For the first item reduction, items with a loading of \(\lambda \) > 0.60 were selected. The final selection was carried out using a genetic algorithm (GA)36 implemented in the R-package stuart37. Within the stuart-framework, all parameters derived from CFA can be included in the objective function. In this study, we optimized RMSEA and SRMR, model-based reliability and discrimination between patients and healthy participants. Since meta-heuristics solve optimization problems probabilistically, the algorithm was applied ten times to ensure reliability. Additional details regarding the application of the genetic algorithm can be found online in Supplement S4. The full sample was randomly split into a construction (n = 1401) and a validation sample (n = 1400) for unbiased cross-validation.

Measurement invariance between the representative and the clinical sample was evaluated using a stepwise procedure38 with a cut-off value of ΔCFI \(\ge \) 0.00539.

To assess convergent and divergent validity, Spearman rank correlations with measures of convergent (interpersonal sensitivity, attachment styles, depression and social anxiety) and divergent (somatic complaints) dimensions were calculated from the three samples.

To assess discriminant validity, patients with primary diagnoses of personality disorders, depression and social anxiety disorders (n = 147), empirically related to rejection sensitivity or social pain, were compared to patients with other anxiety disorders or trauma-related disorders (n = 95). The Yuan–Bentler test was used for comparisons where normality could not be assumed. A ROC analysis was conducted to determine the discriminatory power for the discrimination of patients from healthy participants, and of patients with rejection-sensitive diagnoses from all other participants. A cut-off point was calculated by maximizing the sum of sensitivity and specificity.

All statistical tests were conducted with \(\alpha \) = 0.05. Analyses were conducted with the R statistical environment, using the packages robustbase40, pRoc41 and cutpointr42.

Measures

The Social Phobia Inventory (SPIN)43 is a 17-item screening instrument which evaluates fear, avoidance, and physiological discomfort in a variety of social situations. The internal consistency (Cronbach’s α = 0.82–0.95, here \(\omega \) = 0.94) and convergent and divergent validity43,44,45.

The Measure of Attachment Qualities (MAQ)46 is a 14-item self-report measure of adult attachment patterns. It comprises subscales of secure and avoidant attachment, ambivalent-worrying and ambivalent/merged. Internal consistency was moderate (Cronbach’s α = 0.70). Individuals high in anxious attachment tend to be sensitive to rejection cues47.

The Patient Health Questionnaire-4 (PHQ-4)48 is a brief screening scale for anxiety and depression. Four items refer to common symptoms of anxiety and depression. The PHQ-4 has been validated in clinical48 and general population49 samples.

The Somatic Complaints Inventory (GBB)50 was used to assess physical well-being. Eight items refer to somatic complaints. In large epidemiological samples, reliability, item characteristics, and factor structure of the GBB were excellent51, here internal consistency was high (\(\omega \) = 0.89).
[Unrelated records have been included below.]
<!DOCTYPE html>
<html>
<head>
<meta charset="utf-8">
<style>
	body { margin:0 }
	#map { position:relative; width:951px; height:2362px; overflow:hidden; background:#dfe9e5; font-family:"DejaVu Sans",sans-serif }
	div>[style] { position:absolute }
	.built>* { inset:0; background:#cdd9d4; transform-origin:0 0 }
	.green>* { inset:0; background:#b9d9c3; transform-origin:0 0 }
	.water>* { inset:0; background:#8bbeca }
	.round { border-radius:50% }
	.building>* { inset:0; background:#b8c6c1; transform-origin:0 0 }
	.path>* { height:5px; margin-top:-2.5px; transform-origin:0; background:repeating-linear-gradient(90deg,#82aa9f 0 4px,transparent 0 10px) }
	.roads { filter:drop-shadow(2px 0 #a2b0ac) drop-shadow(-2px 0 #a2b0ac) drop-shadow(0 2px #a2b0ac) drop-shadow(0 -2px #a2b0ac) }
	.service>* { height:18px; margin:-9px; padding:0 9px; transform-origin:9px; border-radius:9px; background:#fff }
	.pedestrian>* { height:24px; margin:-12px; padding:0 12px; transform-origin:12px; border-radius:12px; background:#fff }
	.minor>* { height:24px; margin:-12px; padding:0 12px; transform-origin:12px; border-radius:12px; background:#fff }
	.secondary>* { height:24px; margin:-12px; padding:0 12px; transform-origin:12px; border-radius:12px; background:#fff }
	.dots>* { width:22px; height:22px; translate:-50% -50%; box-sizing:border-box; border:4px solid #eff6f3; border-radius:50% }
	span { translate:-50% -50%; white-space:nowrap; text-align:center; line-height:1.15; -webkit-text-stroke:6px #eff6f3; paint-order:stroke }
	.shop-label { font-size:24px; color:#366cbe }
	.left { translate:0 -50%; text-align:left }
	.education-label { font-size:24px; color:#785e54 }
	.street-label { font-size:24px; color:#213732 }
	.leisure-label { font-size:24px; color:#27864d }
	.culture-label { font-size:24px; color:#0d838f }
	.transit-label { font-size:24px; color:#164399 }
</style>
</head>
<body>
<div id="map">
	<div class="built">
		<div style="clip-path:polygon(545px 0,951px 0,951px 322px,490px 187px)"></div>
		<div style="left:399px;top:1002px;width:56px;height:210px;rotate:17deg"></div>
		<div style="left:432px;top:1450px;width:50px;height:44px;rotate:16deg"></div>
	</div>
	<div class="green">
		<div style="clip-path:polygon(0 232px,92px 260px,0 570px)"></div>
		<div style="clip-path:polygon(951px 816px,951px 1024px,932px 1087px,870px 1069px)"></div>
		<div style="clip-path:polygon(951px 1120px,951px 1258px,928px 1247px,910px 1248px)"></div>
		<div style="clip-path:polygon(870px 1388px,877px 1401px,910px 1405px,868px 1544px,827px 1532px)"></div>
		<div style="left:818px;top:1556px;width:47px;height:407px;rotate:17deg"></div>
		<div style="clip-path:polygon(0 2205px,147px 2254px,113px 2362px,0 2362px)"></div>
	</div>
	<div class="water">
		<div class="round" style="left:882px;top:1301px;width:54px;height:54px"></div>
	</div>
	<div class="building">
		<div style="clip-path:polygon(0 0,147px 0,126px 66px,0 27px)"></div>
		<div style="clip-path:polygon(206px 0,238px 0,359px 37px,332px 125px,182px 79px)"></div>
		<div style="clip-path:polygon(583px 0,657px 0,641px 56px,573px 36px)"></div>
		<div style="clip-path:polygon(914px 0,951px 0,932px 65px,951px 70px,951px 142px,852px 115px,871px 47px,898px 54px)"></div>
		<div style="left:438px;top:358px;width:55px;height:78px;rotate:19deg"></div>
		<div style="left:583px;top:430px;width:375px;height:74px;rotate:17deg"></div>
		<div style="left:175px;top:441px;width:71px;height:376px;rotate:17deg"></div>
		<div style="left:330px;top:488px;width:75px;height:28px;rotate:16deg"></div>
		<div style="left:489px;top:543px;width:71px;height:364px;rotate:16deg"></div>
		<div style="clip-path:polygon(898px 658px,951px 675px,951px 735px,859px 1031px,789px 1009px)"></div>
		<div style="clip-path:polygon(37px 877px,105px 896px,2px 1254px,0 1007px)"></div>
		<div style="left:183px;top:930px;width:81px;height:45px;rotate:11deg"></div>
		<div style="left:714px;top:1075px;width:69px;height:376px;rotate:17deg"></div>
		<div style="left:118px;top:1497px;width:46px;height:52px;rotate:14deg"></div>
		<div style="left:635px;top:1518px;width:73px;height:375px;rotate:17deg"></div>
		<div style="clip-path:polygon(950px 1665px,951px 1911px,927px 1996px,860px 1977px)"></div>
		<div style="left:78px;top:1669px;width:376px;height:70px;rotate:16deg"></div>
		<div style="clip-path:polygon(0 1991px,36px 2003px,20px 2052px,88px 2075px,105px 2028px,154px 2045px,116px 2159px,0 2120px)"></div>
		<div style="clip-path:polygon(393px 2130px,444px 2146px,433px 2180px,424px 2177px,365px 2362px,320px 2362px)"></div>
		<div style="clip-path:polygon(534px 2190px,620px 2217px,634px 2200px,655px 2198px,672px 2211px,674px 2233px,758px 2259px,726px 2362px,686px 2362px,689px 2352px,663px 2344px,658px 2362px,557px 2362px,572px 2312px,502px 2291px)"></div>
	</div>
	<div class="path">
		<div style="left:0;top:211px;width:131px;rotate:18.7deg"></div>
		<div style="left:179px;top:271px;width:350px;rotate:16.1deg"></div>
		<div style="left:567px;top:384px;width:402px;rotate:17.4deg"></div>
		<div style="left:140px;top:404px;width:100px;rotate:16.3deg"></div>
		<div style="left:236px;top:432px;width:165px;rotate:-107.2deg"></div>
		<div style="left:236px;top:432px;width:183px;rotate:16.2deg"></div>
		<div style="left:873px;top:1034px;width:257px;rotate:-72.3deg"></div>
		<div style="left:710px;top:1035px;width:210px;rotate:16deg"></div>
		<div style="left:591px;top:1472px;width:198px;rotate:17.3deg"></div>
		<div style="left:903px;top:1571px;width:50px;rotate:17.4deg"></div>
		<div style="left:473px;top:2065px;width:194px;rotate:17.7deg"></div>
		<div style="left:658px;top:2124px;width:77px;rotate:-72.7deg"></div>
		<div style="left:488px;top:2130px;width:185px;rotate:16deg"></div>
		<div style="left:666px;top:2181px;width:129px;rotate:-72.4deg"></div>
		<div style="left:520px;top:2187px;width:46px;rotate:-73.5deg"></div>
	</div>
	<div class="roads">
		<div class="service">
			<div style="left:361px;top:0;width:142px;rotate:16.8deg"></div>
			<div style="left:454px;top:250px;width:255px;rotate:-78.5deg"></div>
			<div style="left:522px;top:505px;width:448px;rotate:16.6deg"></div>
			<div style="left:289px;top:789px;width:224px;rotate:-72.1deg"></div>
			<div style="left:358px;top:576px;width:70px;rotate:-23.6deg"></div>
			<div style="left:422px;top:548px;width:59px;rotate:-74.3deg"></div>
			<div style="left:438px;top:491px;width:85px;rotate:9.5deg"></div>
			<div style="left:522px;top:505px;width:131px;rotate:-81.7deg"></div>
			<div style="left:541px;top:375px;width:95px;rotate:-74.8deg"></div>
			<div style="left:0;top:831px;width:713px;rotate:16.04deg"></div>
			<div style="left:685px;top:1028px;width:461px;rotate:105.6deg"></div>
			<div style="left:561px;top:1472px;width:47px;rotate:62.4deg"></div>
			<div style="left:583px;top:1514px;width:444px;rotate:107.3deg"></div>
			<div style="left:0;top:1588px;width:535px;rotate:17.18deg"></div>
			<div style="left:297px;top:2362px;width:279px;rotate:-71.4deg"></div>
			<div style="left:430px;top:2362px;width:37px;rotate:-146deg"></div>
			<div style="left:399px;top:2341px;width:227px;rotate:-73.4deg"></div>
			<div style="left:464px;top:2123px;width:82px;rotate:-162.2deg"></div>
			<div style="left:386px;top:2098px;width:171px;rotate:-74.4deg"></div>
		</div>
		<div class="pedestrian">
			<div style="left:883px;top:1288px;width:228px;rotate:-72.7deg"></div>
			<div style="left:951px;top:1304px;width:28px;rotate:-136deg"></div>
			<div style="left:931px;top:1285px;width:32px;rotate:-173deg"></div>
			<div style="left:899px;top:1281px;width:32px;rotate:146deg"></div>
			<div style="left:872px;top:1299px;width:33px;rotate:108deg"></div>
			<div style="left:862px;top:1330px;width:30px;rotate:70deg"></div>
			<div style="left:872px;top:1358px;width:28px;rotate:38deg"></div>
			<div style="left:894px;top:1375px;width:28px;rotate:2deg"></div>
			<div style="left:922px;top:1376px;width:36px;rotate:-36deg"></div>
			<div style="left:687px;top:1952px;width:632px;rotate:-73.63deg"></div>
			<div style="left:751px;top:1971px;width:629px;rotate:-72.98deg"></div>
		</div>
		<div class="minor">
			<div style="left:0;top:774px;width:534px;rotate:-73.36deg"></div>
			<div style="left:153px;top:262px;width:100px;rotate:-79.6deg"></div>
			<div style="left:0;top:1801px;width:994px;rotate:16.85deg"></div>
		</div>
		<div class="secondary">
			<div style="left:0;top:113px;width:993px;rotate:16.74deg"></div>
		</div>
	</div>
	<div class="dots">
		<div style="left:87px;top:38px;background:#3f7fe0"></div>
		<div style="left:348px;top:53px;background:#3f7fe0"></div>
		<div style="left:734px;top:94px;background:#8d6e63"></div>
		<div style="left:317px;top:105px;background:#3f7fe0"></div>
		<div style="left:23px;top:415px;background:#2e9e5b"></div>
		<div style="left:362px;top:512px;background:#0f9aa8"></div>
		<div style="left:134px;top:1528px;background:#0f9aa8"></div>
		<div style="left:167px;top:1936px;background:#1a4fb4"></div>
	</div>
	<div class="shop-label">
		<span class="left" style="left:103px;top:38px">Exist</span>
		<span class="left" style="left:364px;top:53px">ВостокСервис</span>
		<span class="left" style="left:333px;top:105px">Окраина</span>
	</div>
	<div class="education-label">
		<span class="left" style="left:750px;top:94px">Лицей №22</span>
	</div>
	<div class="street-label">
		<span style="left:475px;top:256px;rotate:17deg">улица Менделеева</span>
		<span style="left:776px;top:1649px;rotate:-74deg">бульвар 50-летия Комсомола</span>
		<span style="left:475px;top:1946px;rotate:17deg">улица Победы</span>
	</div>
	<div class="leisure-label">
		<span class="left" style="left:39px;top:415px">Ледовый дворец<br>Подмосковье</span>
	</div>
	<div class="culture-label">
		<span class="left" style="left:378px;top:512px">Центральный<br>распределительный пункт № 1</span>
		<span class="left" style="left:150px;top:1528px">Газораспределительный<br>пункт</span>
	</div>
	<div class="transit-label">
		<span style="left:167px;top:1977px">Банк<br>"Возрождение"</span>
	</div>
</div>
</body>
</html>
The Brief Symptom Inventory (BSI)28 is a 53-item-self-report instrument to assess psychological symptoms. It is composed of nine primary symptom dimensions. The total score (Global Severity Index) measures the overall psychological distress. In psychiatric patients, internal consistencies (α = 0.71–0.85; present study: \(\omega \) = 0.73 to 0.85) and test–retest reliabilities (\({r}_{tt} =\) 0.68–0.91) of the subscales are high. The BSI has shown a high convergent, discriminant, and construct validity in clinical samples52.

The Interpersonal Sensitivity Measure (IPSM)22 is a 36-item self-report instrument assessing perception or anticipation of criticism and rejection. The instrument proved as reliable (here \(\omega \) = 0.91) and valid in predicting the development of depressive episodes and low self-esteem53, social anxiety disorder24, and persecutory ideations54.

Beck depression inventory-fast screen (BDI-FS; Beck et al.55)

The BDI-FS is a seven-item self-report inventory designed to evaluate depression in patients with medical illness. It has been proven a reliable and valid measure of depression in the German general population56, with an internal consistency of α = 0.84.